We can see tokens identified as places (`PLACE`), geonouns (`GEONOUN`), camps (`CAMP`) etc.

Observe, however, that the `verb_data` value is empty. The `verb_data` is meant to capture the 'actions' performed by actors in the text for further analysis.

To fix this, we can set the optional parameter `include-verbs` to `True` in the function call.

In [7]:
#@title ###### So let's modify the function calls to extract `verb_data`
result = annotate_text(text, include_verbs=True)

print("Entities:")
display(result['entities'])

print("\nVerb Data:")
display(result['verb_data'])

Entities:


[{'start_char': 7, 'token': 'the summer of 1942', 'tag': 'DATE'},
 {'start_char': 74, 'token': 'Krakow', 'tag': 'PLACE'},
 {'start_char': 88, 'token': 'Plaszow', 'tag': 'PLACE'},
 {'start_char': 96, 'token': 'labor camp', 'tag': 'GEONOUN'},
 {'start_char': 117, 'token': 'several difficult months', 'tag': 'DATE'},
 {'start_char': 176, 'token': 'Auschwitz-Birkenau', 'tag': 'CAMP'}]


Verb Data:


[{'sent-id': 0,
  'verb': 'deported',
  'subject': 'family',
  'object': 'the summer of 1942',
  'sentence': 'During the summer of 1942, my family and I were deported from our home in Krakow to the Plaszow labor camp.'},
 {'sent-id': 1,
  'verb': 'spent',
  'subject': 'We',
  'object': 'several difficult months',
  'sentence': '\nWe spent several difficult months there before being transferred to Auschwitz-Birkenau."'},
 {'sent-id': 1,
  'verb': 'transferred',
  'subject': '',
  'object': 'Auschwitz-Birkenau',
  'sentence': '\nWe spent several difficult months there before being transferred to Auschwitz-Birkenau."'}]

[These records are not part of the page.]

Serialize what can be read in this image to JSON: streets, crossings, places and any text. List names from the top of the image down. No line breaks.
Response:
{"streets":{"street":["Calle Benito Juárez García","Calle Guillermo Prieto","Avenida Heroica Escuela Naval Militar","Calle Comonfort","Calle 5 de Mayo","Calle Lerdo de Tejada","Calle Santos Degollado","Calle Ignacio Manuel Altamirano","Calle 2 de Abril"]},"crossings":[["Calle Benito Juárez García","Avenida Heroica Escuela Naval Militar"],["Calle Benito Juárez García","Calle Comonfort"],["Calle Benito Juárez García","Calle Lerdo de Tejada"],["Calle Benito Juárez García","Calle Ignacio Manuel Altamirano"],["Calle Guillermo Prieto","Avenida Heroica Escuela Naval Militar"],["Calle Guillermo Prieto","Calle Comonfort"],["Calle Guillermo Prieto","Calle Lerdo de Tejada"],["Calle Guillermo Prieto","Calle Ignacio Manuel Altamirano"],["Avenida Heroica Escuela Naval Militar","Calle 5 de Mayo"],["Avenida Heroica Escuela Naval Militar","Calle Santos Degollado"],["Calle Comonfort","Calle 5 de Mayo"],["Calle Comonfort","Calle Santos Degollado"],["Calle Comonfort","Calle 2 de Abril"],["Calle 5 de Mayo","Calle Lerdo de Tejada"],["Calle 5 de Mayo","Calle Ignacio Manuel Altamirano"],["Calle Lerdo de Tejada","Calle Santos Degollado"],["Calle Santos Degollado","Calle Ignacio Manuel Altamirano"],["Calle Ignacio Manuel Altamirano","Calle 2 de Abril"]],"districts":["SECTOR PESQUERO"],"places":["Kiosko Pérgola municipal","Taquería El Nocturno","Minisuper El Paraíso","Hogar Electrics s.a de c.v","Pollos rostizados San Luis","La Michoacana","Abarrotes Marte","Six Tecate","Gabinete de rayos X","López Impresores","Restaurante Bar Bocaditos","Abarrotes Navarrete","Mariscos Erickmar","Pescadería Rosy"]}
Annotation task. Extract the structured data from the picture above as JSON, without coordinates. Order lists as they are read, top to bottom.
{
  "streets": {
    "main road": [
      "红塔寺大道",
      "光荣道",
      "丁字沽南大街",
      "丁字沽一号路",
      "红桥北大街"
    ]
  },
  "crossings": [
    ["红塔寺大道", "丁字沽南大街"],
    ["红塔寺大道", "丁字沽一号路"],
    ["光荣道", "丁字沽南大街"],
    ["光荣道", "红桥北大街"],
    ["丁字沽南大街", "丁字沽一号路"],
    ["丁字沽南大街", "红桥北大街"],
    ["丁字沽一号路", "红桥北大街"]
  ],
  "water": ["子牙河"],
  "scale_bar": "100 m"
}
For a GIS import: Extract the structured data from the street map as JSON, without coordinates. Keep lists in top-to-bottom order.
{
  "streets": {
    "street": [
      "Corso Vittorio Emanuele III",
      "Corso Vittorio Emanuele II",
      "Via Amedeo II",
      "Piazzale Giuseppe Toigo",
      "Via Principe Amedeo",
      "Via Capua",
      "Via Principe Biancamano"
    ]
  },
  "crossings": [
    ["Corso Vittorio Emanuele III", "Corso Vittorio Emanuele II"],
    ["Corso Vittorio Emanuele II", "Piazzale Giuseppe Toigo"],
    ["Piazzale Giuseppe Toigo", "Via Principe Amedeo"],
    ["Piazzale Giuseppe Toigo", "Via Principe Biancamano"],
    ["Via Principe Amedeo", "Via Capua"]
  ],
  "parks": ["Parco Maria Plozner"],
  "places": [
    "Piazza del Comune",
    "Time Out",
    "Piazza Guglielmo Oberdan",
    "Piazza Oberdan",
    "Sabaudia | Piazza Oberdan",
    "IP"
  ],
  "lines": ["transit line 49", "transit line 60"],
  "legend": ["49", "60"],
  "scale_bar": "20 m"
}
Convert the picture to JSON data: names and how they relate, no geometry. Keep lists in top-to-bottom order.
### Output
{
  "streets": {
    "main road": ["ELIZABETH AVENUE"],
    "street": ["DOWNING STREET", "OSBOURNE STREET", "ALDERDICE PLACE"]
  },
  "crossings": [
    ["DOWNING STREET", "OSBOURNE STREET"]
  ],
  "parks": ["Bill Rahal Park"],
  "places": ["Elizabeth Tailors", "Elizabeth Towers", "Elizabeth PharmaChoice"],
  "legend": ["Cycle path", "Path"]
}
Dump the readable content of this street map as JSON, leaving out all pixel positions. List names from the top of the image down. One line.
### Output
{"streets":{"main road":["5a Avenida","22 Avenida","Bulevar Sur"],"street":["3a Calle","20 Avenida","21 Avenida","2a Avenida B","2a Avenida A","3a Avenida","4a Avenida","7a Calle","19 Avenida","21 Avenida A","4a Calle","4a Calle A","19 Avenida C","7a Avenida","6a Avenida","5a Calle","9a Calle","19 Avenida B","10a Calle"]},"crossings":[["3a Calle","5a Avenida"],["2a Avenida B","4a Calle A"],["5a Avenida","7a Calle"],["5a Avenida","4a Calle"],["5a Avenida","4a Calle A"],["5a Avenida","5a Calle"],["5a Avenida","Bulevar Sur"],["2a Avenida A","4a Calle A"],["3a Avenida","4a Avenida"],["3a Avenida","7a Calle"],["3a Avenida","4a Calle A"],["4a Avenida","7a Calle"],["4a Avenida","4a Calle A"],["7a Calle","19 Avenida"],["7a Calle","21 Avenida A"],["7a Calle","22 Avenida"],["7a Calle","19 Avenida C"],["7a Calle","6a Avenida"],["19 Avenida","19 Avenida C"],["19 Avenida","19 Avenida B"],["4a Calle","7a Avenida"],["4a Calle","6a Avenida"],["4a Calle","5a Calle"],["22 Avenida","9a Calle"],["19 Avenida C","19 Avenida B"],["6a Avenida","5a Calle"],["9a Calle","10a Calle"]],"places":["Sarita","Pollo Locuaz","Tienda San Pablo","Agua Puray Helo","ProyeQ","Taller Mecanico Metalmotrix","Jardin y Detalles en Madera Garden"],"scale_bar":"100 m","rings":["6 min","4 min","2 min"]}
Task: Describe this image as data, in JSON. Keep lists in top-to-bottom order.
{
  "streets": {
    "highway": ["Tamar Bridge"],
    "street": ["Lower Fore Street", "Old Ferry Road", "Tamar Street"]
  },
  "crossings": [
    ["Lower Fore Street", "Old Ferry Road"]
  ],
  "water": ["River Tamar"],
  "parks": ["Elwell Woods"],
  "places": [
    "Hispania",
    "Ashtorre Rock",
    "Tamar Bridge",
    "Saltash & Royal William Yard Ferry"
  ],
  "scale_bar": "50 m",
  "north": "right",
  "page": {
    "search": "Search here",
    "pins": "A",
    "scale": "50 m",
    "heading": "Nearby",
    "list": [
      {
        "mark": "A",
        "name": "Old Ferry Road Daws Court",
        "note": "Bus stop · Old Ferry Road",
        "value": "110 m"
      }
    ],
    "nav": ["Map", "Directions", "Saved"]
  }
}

## Annotating a list of texts

If we have a collection of texts (instead of just one piece of text), we can use the `annotate_texts(...)` instead.

In [15]:
list_of_texts = [
    "My family and I were deported from our home in Krakow to the Plaszow labor camp.",
    "We spent several difficult months there before being transferred to Maribor.",
    "Finally, we arrived at a place with barbed wire fences and watchtowers.",
    "It was Auschwitz."
]

results = annotate_texts(list_of_texts, include_verbs=True)
for result in results:
    print("\nEntities:")
    display(result['entities'])

    print("\nVerb Data:")
    display(result['verb_data'])


Entities:


[{'start_char': 47, 'token': 'Krakow', 'tag': 'PLACE'},
 {'start_char': 61, 'token': 'Plaszow', 'tag': 'PLACE'},
 {'start_char': 69, 'token': 'labor camp', 'tag': 'GEONOUN'}]


Verb Data:


[{'sent-id': 0,
  'verb': 'deported',
  'subject': 'family',
  'object': 'home',
  'sentence': 'My family and I were deported from our home in Krakow to the Plaszow labor camp.'}]


Entities:


[{'start_char': 9, 'token': 'several difficult months', 'tag': 'DATE'},
 {'start_char': 68, 'token': 'Maribor', 'tag': 'CITY'}]


Verb Data:


[{'sent-id': 0,
  'verb': 'spent',
  'subject': 'We',
  'object': 'several difficult months',
  'sentence': 'We spent several difficult months there before being transferred to Maribor.'},
 {'sent-id': 0,
  'verb': 'transferred',
  'subject': '',
  'object': 'Maribor',
  'sentence': 'We spent several difficult months there before being transferred to Maribor.'}]


Entities:


[{'start_char': 59, 'token': 'watchtowers', 'tag': 'GEONOUN'}]


Verb Data:


[{'sent-id': 0,
  'verb': 'arrived',
  'subject': 'we',
  'object': 'place',
  'sentence': 'Finally, we arrived at a place with barbed wire fences and watchtowers.'}]


Entities:


[{'start_char': 7, 'token': 'Auschwitz', 'tag': 'CAMP'}]


Verb Data:


[]

## Annotating text segments

Sometimes, we may need to split a text into segments (or chunks) before annotating them. This is similar to annotating a list of texts only that it includes the segmentation feature.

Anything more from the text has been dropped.